[Collected data]
◇ ◇ ◇
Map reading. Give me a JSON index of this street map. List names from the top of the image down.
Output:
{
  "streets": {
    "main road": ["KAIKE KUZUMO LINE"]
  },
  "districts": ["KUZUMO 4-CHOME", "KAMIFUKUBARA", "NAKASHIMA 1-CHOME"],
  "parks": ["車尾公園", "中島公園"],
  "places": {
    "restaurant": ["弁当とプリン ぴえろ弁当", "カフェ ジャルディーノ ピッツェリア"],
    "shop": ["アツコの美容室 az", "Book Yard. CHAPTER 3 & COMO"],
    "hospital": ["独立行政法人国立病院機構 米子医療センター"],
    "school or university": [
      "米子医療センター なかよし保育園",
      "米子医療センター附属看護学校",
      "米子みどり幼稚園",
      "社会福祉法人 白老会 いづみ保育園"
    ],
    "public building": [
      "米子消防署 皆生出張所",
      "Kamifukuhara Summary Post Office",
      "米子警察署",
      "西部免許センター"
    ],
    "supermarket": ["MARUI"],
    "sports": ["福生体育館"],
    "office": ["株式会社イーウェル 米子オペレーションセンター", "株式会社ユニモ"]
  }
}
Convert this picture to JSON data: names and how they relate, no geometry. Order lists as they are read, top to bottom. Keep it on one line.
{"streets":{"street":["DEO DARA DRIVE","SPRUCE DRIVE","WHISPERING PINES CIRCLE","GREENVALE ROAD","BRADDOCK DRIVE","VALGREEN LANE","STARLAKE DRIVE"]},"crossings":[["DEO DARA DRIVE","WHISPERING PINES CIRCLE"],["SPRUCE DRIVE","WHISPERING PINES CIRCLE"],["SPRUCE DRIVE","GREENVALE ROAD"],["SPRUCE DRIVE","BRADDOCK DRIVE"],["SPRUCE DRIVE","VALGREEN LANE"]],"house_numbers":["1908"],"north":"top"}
◇ ◇ ◇
Output the data exactly, in full.

▸ SOLUTION TO THIS EXERCISE:
Map reading. Give me a JSON index of this street map. List names from the top of the image down.
Output:
{
  "streets": {
    "main road": ["KAIKE KUZUMO LINE"]
  },
  "districts": ["KUZUMO 4-CHOME", "KAMIFUKUBARA", "NAKASHIMA 1-CHOME"],
  "parks": ["車尾公園", "中島公園"],
  "places": {
    "restaurant": ["弁当とプリン ぴえろ弁当", "カフェ ジャルディーノ ピッツェリア"],
    "shop": ["アツコの美容室 az", "Book Yard. CHAPTER 3 & COMO"],
    "hospital": ["独立行政法人国立病院機構 米子医療センター"],
    "school or university": [
      "米子医療センター なかよし保育園",
      "米子医療センター附属看護学校",
      "米子みどり幼稚園",
      "社会福祉法人 白老会 いづみ保育園"
    ],
    "public building": [
      "米子消防署 皆生出張所",
      "Kamifukuhara Summary Post Office",
      "米子警察署",
      "西部免許センター"
    ],
    "supermarket": ["MARUI"],
    "sports": ["福生体育館"],
    "office": ["株式会社イーウェル 米子オペレーションセンター", "株式会社ユニモ"]
  }
}
Convert this picture to JSON data: names and how they relate, no geometry. Order lists as they are read, top to bottom. Keep it on one line.
{"streets":{"street":["DEO DARA DRIVE","SPRUCE DRIVE","WHISPERING PINES CIRCLE","GREENVALE ROAD","BRADDOCK DRIVE","VALGREEN LANE","STARLAKE DRIVE"]},"crossings":[["DEO DARA DRIVE","WHISPERING PINES CIRCLE"],["SPRUCE DRIVE","WHISPERING PINES CIRCLE"],["SPRUCE DRIVE","GREENVALE ROAD"],["SPRUCE DRIVE","BRADDOCK DRIVE"],["SPRUCE DRIVE","VALGREEN LANE"]],"house_numbers":["1908"],"north":"top"}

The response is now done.